___ Provided data
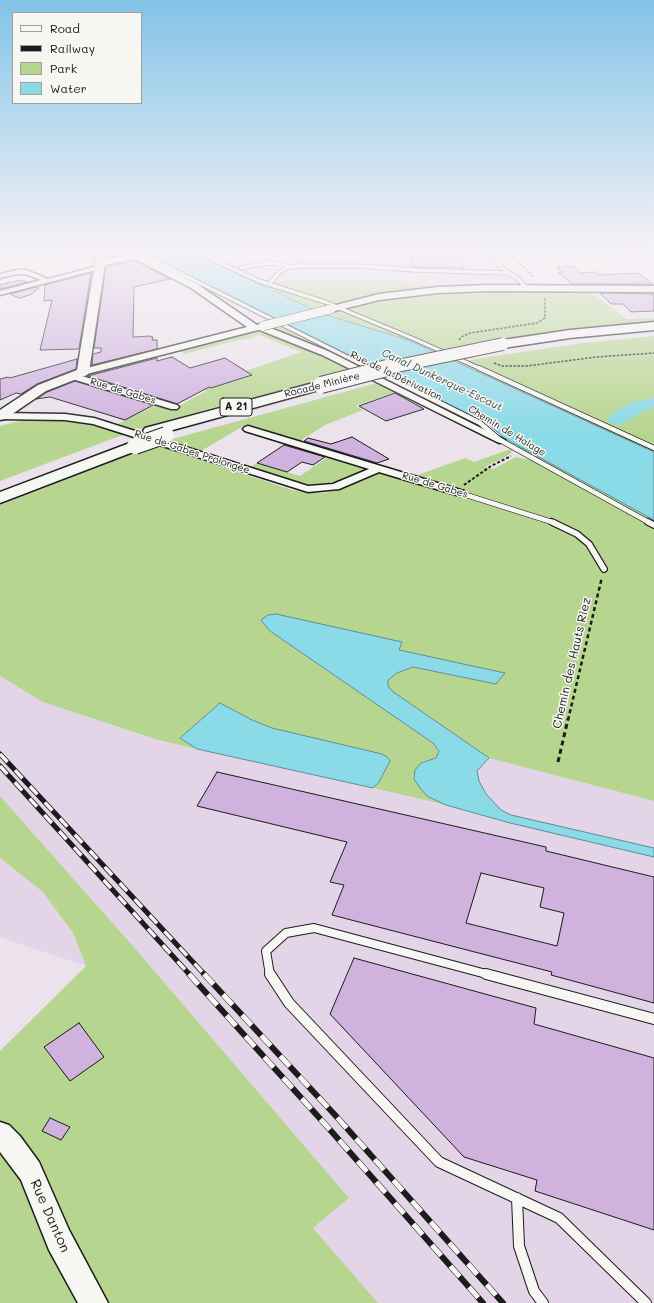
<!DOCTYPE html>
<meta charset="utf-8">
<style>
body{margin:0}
#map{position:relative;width:654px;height:1303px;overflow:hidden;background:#ebe2ec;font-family:Mali,sans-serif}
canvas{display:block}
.legend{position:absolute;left:12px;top:12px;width:130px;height:92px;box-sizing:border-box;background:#f6f6f2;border:1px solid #9f9f9c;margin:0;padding:5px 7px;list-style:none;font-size:12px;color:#1c1c1c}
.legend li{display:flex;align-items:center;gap:8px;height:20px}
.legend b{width:20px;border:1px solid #9f9f9c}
</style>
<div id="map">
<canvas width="654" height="1303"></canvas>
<ul class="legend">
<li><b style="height:5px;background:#f6f6f2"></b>Road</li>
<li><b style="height:5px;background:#1c1c1c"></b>Railway</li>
<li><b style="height:11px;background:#b6d58e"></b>Park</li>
<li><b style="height:11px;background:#8adae7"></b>Water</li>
</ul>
</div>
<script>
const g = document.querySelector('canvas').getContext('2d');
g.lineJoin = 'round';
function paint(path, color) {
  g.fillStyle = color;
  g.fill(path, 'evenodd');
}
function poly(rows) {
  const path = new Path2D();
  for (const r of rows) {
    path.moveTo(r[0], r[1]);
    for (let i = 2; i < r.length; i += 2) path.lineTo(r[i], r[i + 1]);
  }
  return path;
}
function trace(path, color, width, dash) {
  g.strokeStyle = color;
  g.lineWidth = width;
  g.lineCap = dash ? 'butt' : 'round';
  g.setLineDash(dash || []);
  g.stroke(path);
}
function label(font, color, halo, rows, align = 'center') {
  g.font = font + ' Mali,sans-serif';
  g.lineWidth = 3;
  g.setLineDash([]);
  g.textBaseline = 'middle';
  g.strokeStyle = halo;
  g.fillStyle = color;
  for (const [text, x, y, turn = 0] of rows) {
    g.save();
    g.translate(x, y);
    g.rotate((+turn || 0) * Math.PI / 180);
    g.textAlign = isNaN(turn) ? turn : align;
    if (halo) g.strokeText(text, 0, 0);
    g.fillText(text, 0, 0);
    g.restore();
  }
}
paint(poly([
 [124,250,477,250,541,285,410,285,395,280,285,280,207,296],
 [0,676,43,702,155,739,446,805,489,758,654,801,654,1303,378,1303,313,1228,349,1198,133,946,0,796],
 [0,858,43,892,73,933,86,966,0,937]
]), '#e3d4e8');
paint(poly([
 [0,250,63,250,48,261,0,258],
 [195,250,253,250,211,258],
 [477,250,638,250,599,257,559,260,553,255,493,259],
 [285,280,395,280,410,285,509,285,510,291,591,292,626,319,654,318,654,322,578,328,497,340,436,352,408,340,323,314,264,286],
 [281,324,367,368,362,370,273,331,271,328],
 [257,331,270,333,311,349,357,371,208,409,137,430,118,424,157,404,173,409,206,391,196,388,301,352,259,335,248,339,235,341,185,354,180,351],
 [654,336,654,452,460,363,469,360,583,343],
 [380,382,398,391,356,406,363,410,325,425,298,442,245,425,201,451,169,440],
 [27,419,58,419,81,422,125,434,0,481,0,426],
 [155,445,292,490,307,493,326,493,342,489,378,474,388,474,415,476,465,458,474,462,511,449,512,452,507,456,485,467,493,469,516,457,531,460,517,447,519,446,654,520,654,801,489,758,392,691,388,686,388,680,398,673,413,667,496,684,399,650,401,642,270,631,433,743,439,751,436,758,421,763,415,770,427,796,446,805,373,788,379,782,390,761,272,728,252,720,220,703,180,738,197,749,155,739,43,702,0,676,0,505],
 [328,457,363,467,364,469,363,471,336,482,315,485,298,482,251,467,257,463,300,476],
 [0,796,133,946,349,1198,313,1228,378,1303,0,1303,0,1051,86,966,73,933,43,892,0,858]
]), '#b6d58e');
const water = poly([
 [137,250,187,250,323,314,408,340,654,452,654,520,504,438,487,423,137,250],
 [276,614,402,642,399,650,505,673,496,684,413,667,397,673,388,680,388,686,392,691,489,758,477,771,479,781,486,794,501,810,511,815,654,848,654,857,510,823,446,805,427,796,420,788,414,779,415,770,421,763,436,758,439,751,433,743,270,631,261,620,268,615,276,614],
 [220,703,252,720,272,728,382,754,387,757,390,761,379,782,373,788,197,749,180,738,220,703]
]);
paint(water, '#8adae7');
trace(water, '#5e8e96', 1);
paint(poly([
 [654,398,654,408,645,410,624,423,617,425,610,423,608,419,610,415,633,402,654,398]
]), '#8adae7');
const building = poly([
 [410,250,460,250,464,268,412,267,410,250],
 [135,261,170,279,134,287,133,337,151,336,151,337,153,337,152,340,157,340,157,349,92,365,93,354,101,352,101,348,94,348,106,267,135,261],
 [573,266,580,273,595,272,599,275,638,273,653,284,572,284,558,272,562,272,556,267,573,266],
 [91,273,79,349,40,350,52,300,44,301,45,285,91,273],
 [21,280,27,282,0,289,0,285,21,280],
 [37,287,39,288,30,295,19,298,10,294,37,287],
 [600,293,654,294,654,311,631,312,623,304,611,304,600,293],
 [172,357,190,368,225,358,252,375,211,388,209,387,177,404,88,376,157,358,157,361,172,357],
 [77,359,76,369,37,384,21,394,16,393,0,400,0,379,8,377,10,378,77,359],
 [75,381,153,405,125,420,50,397,36,399,47,392,75,381],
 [395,393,424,409,386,421,359,406,395,393],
 [352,437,389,459,377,463,304,441,308,438,331,444,352,437],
 [284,445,325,457,313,465,302,462,287,472,257,463,284,445],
 [217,772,546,847,546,851,654,877,654,1003,551,975,552,972,332,915,344,885,330,882,347,842,197,806,217,772],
 [481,873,544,888,540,907,564,913,557,946,466,923,481,873],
 [354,958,536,1008,534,1024,654,1058,654,1230,535,1191,537,1180,464,1157,330,1014,354,958],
 [79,1023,104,1057,70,1081,44,1047,79,1023],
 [50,1118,70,1127,61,1140,42,1131,50,1118]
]);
paint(building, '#d0b2df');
trace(building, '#1c1c1c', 1);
const serviceFar4 = poly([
 [134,250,371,369],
 [192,250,259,281,325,302,414,339,481,369],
 [287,250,299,266],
 [471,250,493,261,518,279,527,288],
 [241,268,267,263,281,264,289,267],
 [269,284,281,271,289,267,303,266,358,266,414,270,507,273]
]);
const serviceFar3 = poly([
 [479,368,654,448],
 [380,373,480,423,500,440,650,523],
 [460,493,555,523]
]);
const serviceFar2 = poly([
 [552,522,577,534,589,544,604,569],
 [648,522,654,525]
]);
const serviceFar1 = poly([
 [270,975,266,951,286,933,314,928,490,975]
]);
const service = poly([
 [270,974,289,1003,439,1162,559,1218,646,1303],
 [486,974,654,1019],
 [517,1198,519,1246,534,1291,543,1303]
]);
const minor = poly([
 [98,266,100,267,100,269,0,295,0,291,41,280,25,274,17,274,0,278,0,274,17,270,26,270,48,279,98,266],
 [257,325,263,325,328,351,505,440,500,443,497,442,322,355,257,329,257,325],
 [72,373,177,405,179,407,177,409,171,409,69,378,68,376,72,373],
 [0,413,65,414,94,418,308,486,333,484,369,469,245,431,243,429,245,427,248,426,464,491,465,493,460,496,379,472,339,489,308,492,93,424,65,420,0,419,0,413]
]);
const tertiary = poly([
 [121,250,132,250,140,254,197,284,257,325,263,323,268,326,266,328,87,374,79,374,78,372,79,370,247,327,191,288,135,259,99,266,95,263,99,260,129,255,121,250],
 [488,285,654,286,654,292,488,291,438,293,379,300,331,312,326,309,328,307,379,294,438,287,488,285],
 [0,1122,9,1125,20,1136,39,1162,69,1230,108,1303,78,1303,49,1250,21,1180,0,1152,0,1122]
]);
const secondary = poly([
 [97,250,107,250,89,372,87,375,46,391,5,419,0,420,0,410,38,385,77,370,97,250]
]);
const motorway = poly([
 [654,322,654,330,570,338,503,348,498,347,496,344,498,341,503,340,570,330,654,322],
 [321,381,326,382,328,385,326,388,151,436,145,434,143,431,145,428,321,381],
 [135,441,141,443,143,446,141,449,0,503,0,492,135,441]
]);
trace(serviceFar4, '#1c1c1c', 5);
trace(serviceFar3, '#1c1c1c', 6);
trace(serviceFar2, '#1c1c1c', 8);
trace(serviceFar1, '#1c1c1c', 10);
trace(service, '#1c1c1c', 12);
trace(minor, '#1c1c1c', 3);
trace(tertiary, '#1c1c1c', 3);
trace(secondary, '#1c1c1c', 3);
trace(motorway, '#1c1c1c', 3);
trace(poly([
 [505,250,529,272,533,278],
 [459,340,461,337,470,333,537,323,545,318,545,298],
 [494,363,502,366,527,366,596,357,654,353]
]), '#1c1c1c', 1.5, [2.5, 1.5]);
trace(poly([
 [464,485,491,466,511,456]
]), '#1c1c1c', 2, [3, 2]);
trace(poly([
 [568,720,602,577]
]), '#1c1c1c', 2.5, [4, 3]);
trace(poly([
 [558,762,568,719]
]), '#1c1c1c', 3, [5, 3.5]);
trace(serviceFar4, '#f6f6f2', 3.5);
trace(serviceFar3, '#f6f6f2', 4.5);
trace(serviceFar2, '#f6f6f2', 5.5);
trace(serviceFar1, '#f6f6f2', 8);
trace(service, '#f6f6f2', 10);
paint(minor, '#f6f6f2');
paint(tertiary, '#f6f6f2');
paint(secondary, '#f6f6f2');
paint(motorway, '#f6f6f2');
const railFar1 = poly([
 [0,754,205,975],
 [0,766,190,975]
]);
const rail = poly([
 [189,974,324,1123,483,1303],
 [204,974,335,1115,503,1303]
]);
trace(railFar1, '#1c1c1c', 5);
trace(rail, '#1c1c1c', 6);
trace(railFar1, '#f6f6f2', 3.5, [11]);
trace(rail, '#f6f6f2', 5, [14]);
const tertiaryBridge = poly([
 [263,326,331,309]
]);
const motorwayBridgeFar1 = poly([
 [383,369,503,344]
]);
const motorwayBridge = poly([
 [321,385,387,368],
 [135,446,166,435]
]);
trace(tertiaryBridge, '#1c1c1c', 10, []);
trace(motorwayBridgeFar1, '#1c1c1c', 14, []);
trace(motorwayBridge, '#1c1c1c', 18, []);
trace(tertiaryBridge, '#f6f6f2', 9);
trace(motorwayBridgeFar1, '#f6f6f2', 12);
trace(motorwayBridge, '#f6f6f2', 16);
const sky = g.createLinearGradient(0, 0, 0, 433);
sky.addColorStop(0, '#82c3e8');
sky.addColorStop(0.58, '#f6f2f6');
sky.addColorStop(1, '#f6f2f600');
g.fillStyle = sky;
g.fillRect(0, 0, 654, 433);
label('10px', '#1c1c1c', '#f6f6f2', [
 ["Rue de la Dérivation",396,376,26],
 ["Rocade Minière",322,385,-14],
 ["Rue de Gabes",123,391,17],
 ["Chemin de Halage",507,431,31],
 ["Rue de Gabes Prolongée",192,452,18],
 ["Rue de Gabes",435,485,17]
]);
label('italic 11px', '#3d5559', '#f6f6f2', [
 ["Canal Dunkerque-Escaut",442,380,25]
]);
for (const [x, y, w] of [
 [236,407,32]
]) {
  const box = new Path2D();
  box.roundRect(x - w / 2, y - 9, w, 18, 3);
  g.fillStyle = '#f6f6f2';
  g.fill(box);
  trace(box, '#1c1c1c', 1);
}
label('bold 11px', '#1c1c1c', null, [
 ["A 21",236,407]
]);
label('12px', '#1c1c1c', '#f6f6f2', [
 ["Chemin des Hauts Riez",572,663,-77]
]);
label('14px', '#1c1c1c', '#f6f6f2', [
 ["Rue Danton",50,1216,66]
]);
</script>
______
To do:
If a line of the records above holds the word "strokeStyle", show it.

Answer for this exercise:
  g.strokeStyle = color;
  g.strokeStyle = halo;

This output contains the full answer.